**** Material for this exercise
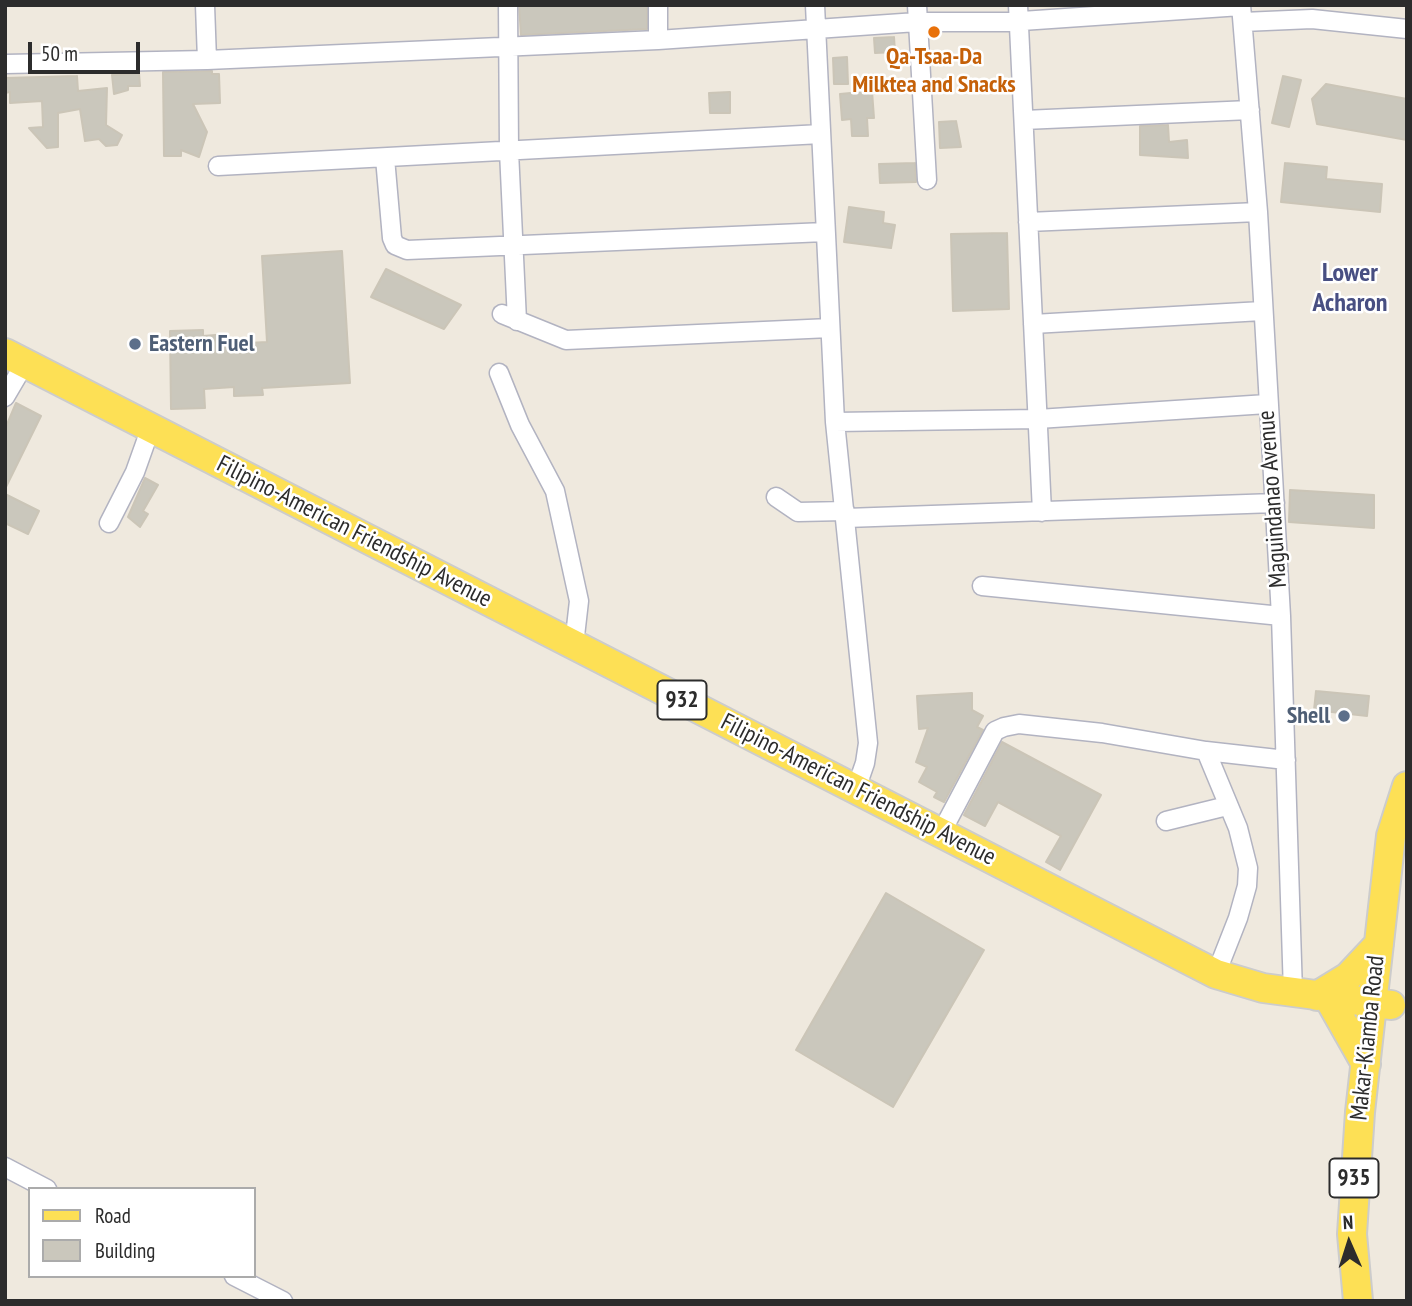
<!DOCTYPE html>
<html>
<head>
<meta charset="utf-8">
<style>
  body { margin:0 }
  #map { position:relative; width:1412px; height:1306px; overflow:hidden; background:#efe9de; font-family:"PT Sans Narrow",sans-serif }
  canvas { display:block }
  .frame { position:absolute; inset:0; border:7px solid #2c2c2c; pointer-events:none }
  .legend { position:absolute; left:28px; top:1187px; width:228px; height:91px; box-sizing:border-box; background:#fff; border:2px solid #ababab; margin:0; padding:9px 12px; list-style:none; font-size:21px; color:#2c2c2c }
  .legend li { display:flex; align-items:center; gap:14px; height:35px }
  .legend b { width:35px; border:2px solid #ababab }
  .north { position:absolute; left:1314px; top:1208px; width:70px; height:70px; -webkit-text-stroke:5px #fff; paint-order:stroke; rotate:357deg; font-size:19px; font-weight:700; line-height:28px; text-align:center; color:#2c2c2c }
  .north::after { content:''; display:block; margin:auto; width:24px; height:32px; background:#2c2c2c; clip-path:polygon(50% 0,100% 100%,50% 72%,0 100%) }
  .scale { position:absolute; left:28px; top:42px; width:112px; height:32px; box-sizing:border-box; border:4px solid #2c2c2c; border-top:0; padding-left:9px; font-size:21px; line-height:24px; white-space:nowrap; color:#2c2c2c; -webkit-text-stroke:5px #fff; paint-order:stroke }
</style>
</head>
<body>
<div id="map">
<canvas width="1412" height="1306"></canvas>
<div class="frame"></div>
<ul class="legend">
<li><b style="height:9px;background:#fde055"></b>Road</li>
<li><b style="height:19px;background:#cac7bc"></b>Building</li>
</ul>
<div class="north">N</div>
<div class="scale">50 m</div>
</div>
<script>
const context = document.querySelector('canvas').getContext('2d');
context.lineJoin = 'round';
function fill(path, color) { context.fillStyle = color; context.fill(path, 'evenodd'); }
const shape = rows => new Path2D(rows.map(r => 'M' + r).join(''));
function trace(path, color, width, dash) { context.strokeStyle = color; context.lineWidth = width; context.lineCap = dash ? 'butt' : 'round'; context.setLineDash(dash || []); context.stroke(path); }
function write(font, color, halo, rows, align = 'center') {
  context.font = font + ' "PT Sans Narrow",sans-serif'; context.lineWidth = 5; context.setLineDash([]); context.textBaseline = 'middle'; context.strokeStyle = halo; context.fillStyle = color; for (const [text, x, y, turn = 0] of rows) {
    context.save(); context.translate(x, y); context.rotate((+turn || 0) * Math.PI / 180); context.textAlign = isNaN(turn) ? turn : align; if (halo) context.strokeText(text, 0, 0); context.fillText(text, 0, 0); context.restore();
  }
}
const building = shape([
  [519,5,647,5,647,29,521,35,519,5],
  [894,37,895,52,875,53,874,38,894,37],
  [847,57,848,84,834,84,833,58,847,57],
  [212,71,212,74,219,74,220,103,193,104,207,132,199,157,181,150,181,156,164,156,163,72,212,71],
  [139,73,140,86,128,86,128,90,114,94,112,75,139,73],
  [77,76,78,91,107,88,106,125,122,135,117,145,106,146,99,139,85,141,80,109,58,113,58,147,47,148,29,128,43,127,42,101,10,103,10,92,5,93,5,78,77,76],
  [1283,76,1301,80,1289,127,1272,123,1283,76],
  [1326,84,1407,99,1407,140,1317,124,1312,99,1326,84],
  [872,91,874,118,867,118,868,136,852,136,851,119,842,120,840,94,872,91],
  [730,92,730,113,710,113,709,93,730,92],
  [956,121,961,147,940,148,939,122,956,121],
  [1168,125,1169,142,1187,140,1188,158,1140,155,1140,126,1168,125],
  [915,163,916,182,880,183,879,164,915,163],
  [1285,163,1327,167,1326,179,1382,184,1380,212,1281,202,1285,163],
  [849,207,884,212,883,223,895,225,891,248,844,242,849,207],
  [1007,233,1009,309,953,311,951,234,1007,233],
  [342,251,350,383,262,388,263,395,234,396,234,387,204,389,205,408,171,409,170,331,203,330,203,336,228,334,228,344,267,342,262,256,342,251],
  [386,269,461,305,444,329,371,297,386,269],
  [16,403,41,416,5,489,5,429,16,403],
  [145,478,158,485,143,511,148,514,140,527,128,517,145,478],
  [1290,490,1374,495,1374,528,1289,522,1290,490],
  [5,494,39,511,28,534,5,523,5,494],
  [1316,691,1369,696,1367,716,1314,710,1316,691],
  [972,693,972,710,983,716,977,727,983,730,944,802,934,797,937,792,919,782,927,767,916,762,928,728,919,729,917,696,972,693],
  [1002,742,1101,795,1060,870,1046,862,1061,836,998,802,985,826,964,815,1002,742],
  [886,893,984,950,893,1107,796,1050,886,893]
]);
const minor = shape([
  [205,5,207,60],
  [508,5,509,151,517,321],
  [658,5,658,40],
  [815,5,835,422,868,743,865,763,856,789],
  [917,5,927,180],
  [1018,5,1042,512],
  [1241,5,1258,212,1281,616,1293,993],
  [1243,22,1312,19,1407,29],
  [5,64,207,60,658,40,917,22,1007,22,1241,6],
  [1024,120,1250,110],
  [385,158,392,238,395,245,407,250,825,232],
  [218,166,821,134],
  [1028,222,1258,212],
  [502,314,566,340,830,328],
  [1033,324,1262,311],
  [499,373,520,425,555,491,579,601,574,645],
  [5,397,25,363],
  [835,422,1038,419,1267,404],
  [776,497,798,512,845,511],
  [846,518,1275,503],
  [109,523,135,472,151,427],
  [982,586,1281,616],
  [1166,821,1227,806],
  [941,833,995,731,1004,727,1019,724,1102,733,1206,751],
  [1216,974,1238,918,1247,886,1248,868,1238,828,1206,751,1286,760],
  [5,1167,47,1189],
  [234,1276,283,1301]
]);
const primary = shape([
  [5,353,1216,974,1263,988,1391,1005],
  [1317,996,1348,977,1379,944],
  [1328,997,1366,1064],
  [1358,1301,1352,1234,1360,1112,1391,836,1407,786]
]);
const markers = [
  [934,32,7,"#e8710a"],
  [135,344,7,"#5c6f8a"],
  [1344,716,7,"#5c6f8a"]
];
const shields = [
  [682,700,49],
  [1354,1178,49]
];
const shieldNames = [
  ["932",682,700],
  ["935",1354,1178]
];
const foodNames = [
  ["Qa-Tsaa-Da",934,57],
  ["Milktea and Snacks",934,85]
];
const serviceNames = [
  ["Eastern Fuel",149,344],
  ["Shell",1330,716,"right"]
];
const streetNames = [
  ["Maguindanao Avenue",1273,499,-94],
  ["Filipino-American Friendship Avenue",354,532,27],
  ["Filipino-American Friendship Avenue",858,790,27],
  ["Makar-Kiamba Road",1368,1038,-84]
];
const neighbourhoodNames = [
  ["Lower",1350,274],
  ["Acharon",1350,304]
];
fill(building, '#cac7bc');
trace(building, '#cbc5b7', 2);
trace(minor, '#b2b3c1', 21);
trace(primary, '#ccc', 32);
trace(minor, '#fff', 18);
trace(primary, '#fde055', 28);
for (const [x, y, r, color] of markers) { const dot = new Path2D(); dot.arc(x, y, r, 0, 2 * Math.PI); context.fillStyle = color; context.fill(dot); trace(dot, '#fff', 2.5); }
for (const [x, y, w] of shields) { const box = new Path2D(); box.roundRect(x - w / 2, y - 19.5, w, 39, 5); context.fillStyle = '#fff'; context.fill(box); trace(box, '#2c2c2c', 2); }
write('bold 23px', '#2c2c2c', null, shieldNames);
write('bold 24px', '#c56008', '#fff', foodNames);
write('bold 24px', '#4e5e75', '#fff', serviceNames, 'left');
write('24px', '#2c2c2c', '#fff', streetNames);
write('bold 26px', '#484f82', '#fff', neighbourhoodNames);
</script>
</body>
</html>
********
**Exercise goal**
When the string "canvas" occurs in a line of the material, that line belongs in the answer.

**Answer to this problem**
  canvas { display:block }
<canvas width="1412" height="1306"></canvas>
const context = document.querySelector('canvas').getContext('2d');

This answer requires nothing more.